Note to mods, I believe this is relevant to the sleep forum not the medical ones. It is something I think is very worthwhile to be included here. Judge it for yourself.


I have sleep apoena, read this story, its quite scary!

I used to feel the heat all the time. I am a big lad. Only 5' 8", 18 stone, 18 1/2 inch neck and very tired all the time. If there was a prize for snoring, I would win it. In a b&b in Limerick, the people in the room next door, asked for a move. I used to think it was funny that I would be on top of the bed, bollock naked, under an open window, while the wife was in the bed in pj's, under two duvets, complaining of the cold.
I used to open the curtains and allow the cold air wash over me to cool me down at night. I used to wake in the middle of the night covered in sweat, breathing like I had just run the 100 meters.

I used to wake up in the morning with a throat that felt like I had eaten a cactus. Sometimes my throat would be swollen and it felt like I had something stuck in it. I could be in bed for ten hours and wake up wrecked. I would need a nap about half ten and if in a meeting, would doze off.
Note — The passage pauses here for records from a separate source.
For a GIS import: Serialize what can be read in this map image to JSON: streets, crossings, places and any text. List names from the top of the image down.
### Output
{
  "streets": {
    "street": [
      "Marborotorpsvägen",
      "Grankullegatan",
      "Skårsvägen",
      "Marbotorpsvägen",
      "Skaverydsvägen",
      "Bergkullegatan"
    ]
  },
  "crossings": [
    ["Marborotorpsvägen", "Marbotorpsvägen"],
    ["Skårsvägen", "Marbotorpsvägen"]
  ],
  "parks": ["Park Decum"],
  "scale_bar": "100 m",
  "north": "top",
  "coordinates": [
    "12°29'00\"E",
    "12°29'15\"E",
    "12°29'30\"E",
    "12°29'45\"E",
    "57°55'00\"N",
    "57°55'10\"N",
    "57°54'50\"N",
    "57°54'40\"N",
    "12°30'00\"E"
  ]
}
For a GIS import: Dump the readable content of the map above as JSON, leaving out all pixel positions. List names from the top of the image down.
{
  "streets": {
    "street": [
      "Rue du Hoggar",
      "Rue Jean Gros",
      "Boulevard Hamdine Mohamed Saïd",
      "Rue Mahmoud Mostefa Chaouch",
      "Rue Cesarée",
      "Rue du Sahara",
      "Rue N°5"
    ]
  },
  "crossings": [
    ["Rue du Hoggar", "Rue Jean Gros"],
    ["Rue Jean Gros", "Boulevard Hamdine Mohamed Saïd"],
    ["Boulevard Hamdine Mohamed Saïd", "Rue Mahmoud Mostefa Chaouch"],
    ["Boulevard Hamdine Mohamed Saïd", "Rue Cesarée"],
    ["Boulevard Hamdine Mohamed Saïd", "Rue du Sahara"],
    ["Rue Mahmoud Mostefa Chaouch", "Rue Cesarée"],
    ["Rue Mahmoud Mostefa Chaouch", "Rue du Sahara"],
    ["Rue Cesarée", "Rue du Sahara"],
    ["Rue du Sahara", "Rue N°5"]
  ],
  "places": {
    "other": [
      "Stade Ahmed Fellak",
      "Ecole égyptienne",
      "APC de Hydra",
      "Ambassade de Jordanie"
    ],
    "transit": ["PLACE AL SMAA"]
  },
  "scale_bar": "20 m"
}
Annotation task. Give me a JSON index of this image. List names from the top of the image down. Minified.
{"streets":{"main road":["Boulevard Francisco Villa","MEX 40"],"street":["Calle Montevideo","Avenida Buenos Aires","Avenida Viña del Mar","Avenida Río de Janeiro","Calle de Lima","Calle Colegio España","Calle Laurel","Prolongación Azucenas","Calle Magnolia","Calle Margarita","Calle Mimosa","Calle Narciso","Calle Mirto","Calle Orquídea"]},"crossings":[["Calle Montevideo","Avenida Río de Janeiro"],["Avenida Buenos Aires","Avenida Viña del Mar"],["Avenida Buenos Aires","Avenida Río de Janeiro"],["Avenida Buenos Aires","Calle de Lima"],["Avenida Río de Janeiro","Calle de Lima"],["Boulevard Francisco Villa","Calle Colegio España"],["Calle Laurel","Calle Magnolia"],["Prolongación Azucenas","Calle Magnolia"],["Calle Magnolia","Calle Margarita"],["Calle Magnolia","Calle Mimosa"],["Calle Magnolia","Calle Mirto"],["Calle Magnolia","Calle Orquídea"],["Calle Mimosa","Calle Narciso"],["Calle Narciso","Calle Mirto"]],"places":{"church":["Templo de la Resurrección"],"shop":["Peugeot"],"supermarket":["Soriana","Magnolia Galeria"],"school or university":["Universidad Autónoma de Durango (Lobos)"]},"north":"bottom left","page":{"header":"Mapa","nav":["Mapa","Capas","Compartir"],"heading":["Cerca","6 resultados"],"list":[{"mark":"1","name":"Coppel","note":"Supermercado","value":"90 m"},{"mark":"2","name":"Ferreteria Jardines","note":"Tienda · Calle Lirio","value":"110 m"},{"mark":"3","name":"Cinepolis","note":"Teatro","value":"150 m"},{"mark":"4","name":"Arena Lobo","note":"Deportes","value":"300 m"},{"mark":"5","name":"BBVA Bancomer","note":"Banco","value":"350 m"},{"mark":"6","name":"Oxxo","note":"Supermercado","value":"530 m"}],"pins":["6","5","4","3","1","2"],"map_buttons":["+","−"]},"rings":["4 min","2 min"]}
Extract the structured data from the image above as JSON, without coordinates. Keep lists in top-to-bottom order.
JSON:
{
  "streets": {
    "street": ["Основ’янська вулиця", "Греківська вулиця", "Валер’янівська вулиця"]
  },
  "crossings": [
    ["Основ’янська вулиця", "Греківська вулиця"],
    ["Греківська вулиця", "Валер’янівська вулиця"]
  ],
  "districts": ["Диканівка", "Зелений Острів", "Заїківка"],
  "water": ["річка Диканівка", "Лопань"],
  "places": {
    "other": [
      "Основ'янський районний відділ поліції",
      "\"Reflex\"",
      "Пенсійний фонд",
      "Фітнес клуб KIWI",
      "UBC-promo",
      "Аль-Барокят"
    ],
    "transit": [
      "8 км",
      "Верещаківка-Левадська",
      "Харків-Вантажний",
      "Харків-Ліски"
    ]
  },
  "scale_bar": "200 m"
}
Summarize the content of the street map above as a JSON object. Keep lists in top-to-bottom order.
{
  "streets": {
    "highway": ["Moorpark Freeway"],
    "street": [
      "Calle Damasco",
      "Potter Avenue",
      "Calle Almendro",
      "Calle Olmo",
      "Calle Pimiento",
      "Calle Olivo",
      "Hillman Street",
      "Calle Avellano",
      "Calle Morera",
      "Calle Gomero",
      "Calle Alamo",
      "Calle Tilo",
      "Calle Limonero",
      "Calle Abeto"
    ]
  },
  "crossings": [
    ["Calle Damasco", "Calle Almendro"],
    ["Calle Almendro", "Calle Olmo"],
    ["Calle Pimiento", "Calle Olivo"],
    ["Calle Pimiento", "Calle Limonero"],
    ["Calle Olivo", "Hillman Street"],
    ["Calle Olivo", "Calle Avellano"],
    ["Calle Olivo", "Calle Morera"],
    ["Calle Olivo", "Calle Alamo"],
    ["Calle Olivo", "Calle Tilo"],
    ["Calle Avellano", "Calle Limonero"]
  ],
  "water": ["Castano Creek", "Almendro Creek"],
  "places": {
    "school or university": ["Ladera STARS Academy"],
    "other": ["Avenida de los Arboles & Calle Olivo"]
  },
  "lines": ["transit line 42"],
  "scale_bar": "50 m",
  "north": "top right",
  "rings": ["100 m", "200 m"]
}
Continuous diabetes tests came back negative. This is a regular cause of tiredness. Then one day, the wife was with me at the doctor when she mentioned my snoring. The doctor just clicked. He referred me to the sleep clinic at Tallaght Hospital. They put a probe on my finger while I slept for three nights. It was conclusive - I had sleep apoena.

When someone goes to sleep, the throat narrows. This can cause snoring, the flesh in the throat vibrates. MY THROAT collapses completely. It is like someone is throttling me, my body tries to breath "while being throttled", the waking in the middle of the night was my oxygen level dropping to dangerously low levels, the brain raises the alarm and wakes me up. This happens hundreds of times a night. Because I go back "to sleep", I have no recollection of this. This causes the body to not reach deep REM sleep. This is the sleep where we get real rest, where we dream.


Now I have a machine called a CPAP. This is like a pilots mask connected to a small machine that monitors my breathing. If it senses I stop, it gently pressurises air into my throat which splints open my airway and allows me to sleep.

I had a dream last night ! Its unreal what a good nights sleep does for you until you dont have one.

The consequences of sleep apoena are wide reaching. Untreated - you are ten times more likely to have a car crash (you can fall asleep at the wheel), the constant cycle of waking, sleeping, choking, waking, sleeping, etc etc can cause high blood pressure, strokes and heart attacks. If these symptoms sound familiar, get it checked.

I drive and the question - "Do you have any conditions that may affect your driving" is relevant. I went unregged to post this as I dont want any insurance company to get any ideas that I am dangerous.....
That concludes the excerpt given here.